**INSTRUCTIONS FOR THE TASK**
Within the data that follows, set down exactly the lines from the one containing "What data does the map" through the one containing "Input: one rendered", both ends included.

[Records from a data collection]
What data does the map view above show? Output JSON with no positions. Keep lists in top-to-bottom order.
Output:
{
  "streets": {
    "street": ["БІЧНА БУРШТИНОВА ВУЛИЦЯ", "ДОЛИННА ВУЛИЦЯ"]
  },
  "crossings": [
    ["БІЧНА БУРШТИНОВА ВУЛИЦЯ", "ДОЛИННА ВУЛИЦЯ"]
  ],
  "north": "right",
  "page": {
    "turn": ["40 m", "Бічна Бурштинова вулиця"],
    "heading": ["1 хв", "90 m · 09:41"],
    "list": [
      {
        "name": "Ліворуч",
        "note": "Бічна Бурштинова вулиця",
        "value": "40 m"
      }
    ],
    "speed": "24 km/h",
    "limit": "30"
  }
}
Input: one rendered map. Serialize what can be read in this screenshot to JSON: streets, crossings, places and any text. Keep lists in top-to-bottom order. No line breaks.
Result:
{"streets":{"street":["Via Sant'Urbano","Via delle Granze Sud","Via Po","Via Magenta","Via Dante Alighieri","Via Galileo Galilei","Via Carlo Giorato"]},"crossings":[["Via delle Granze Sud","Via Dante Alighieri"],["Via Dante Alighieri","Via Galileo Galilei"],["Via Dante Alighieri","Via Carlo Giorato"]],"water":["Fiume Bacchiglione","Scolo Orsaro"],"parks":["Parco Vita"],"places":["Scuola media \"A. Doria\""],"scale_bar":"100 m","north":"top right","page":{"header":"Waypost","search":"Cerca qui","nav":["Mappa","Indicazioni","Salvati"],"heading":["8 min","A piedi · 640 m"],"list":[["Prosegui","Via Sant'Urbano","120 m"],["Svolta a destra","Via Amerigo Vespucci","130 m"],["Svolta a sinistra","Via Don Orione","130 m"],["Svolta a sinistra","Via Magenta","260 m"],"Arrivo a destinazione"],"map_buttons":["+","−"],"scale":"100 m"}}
---
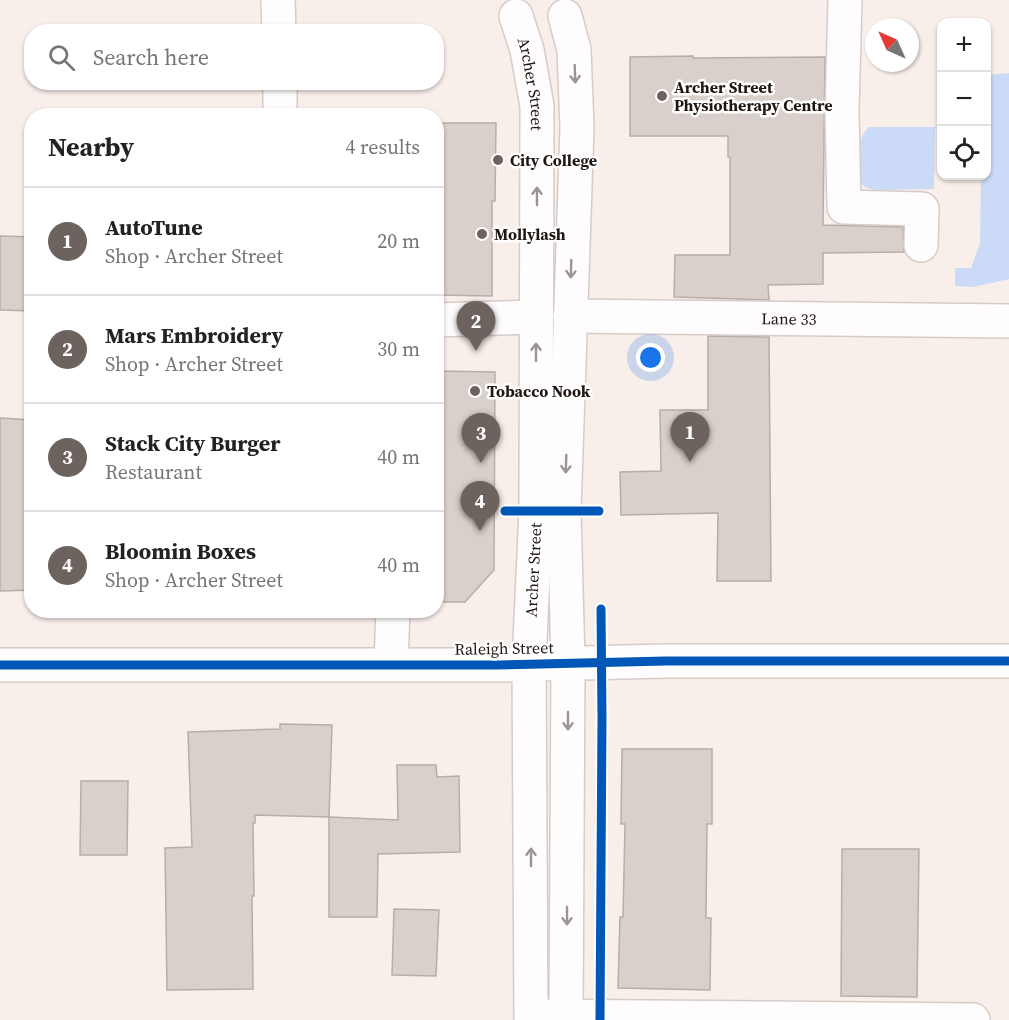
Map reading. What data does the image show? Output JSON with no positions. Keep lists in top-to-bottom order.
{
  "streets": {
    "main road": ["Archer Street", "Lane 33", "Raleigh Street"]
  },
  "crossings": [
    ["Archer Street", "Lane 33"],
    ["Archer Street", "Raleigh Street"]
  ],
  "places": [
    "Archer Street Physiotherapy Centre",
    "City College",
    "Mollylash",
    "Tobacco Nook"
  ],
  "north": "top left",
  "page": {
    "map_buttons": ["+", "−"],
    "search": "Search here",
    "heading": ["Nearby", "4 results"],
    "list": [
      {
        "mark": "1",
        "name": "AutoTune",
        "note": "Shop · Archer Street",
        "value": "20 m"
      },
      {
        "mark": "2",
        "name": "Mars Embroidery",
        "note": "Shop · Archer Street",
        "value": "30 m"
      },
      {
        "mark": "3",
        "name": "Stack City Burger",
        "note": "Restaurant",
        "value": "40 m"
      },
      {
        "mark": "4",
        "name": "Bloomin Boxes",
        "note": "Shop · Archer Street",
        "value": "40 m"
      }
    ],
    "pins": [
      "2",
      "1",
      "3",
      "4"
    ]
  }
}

**ANSWER SPACE**
What data does the map view above show? Output JSON with no positions. Keep lists in top-to-bottom order.
Output:
{
  "streets": {
    "street": ["БІЧНА БУРШТИНОВА ВУЛИЦЯ", "ДОЛИННА ВУЛИЦЯ"]
  },
  "crossings": [
    ["БІЧНА БУРШТИНОВА ВУЛИЦЯ", "ДОЛИННА ВУЛИЦЯ"]
  ],
  "north": "right",
  "page": {
    "turn": ["40 m", "Бічна Бурштинова вулиця"],
    "heading": ["1 хв", "90 m · 09:41"],
    "list": [
      {
        "name": "Ліворуч",
        "note": "Бічна Бурштинова вулиця",
        "value": "40 m"
      }
    ],
    "speed": "24 km/h",
    "limit": "30"
  }
}
Input: one rendered map. Serialize what can be read in this screenshot to JSON: streets, crossings, places and any text. Keep lists in top-to-bottom order. No line breaks.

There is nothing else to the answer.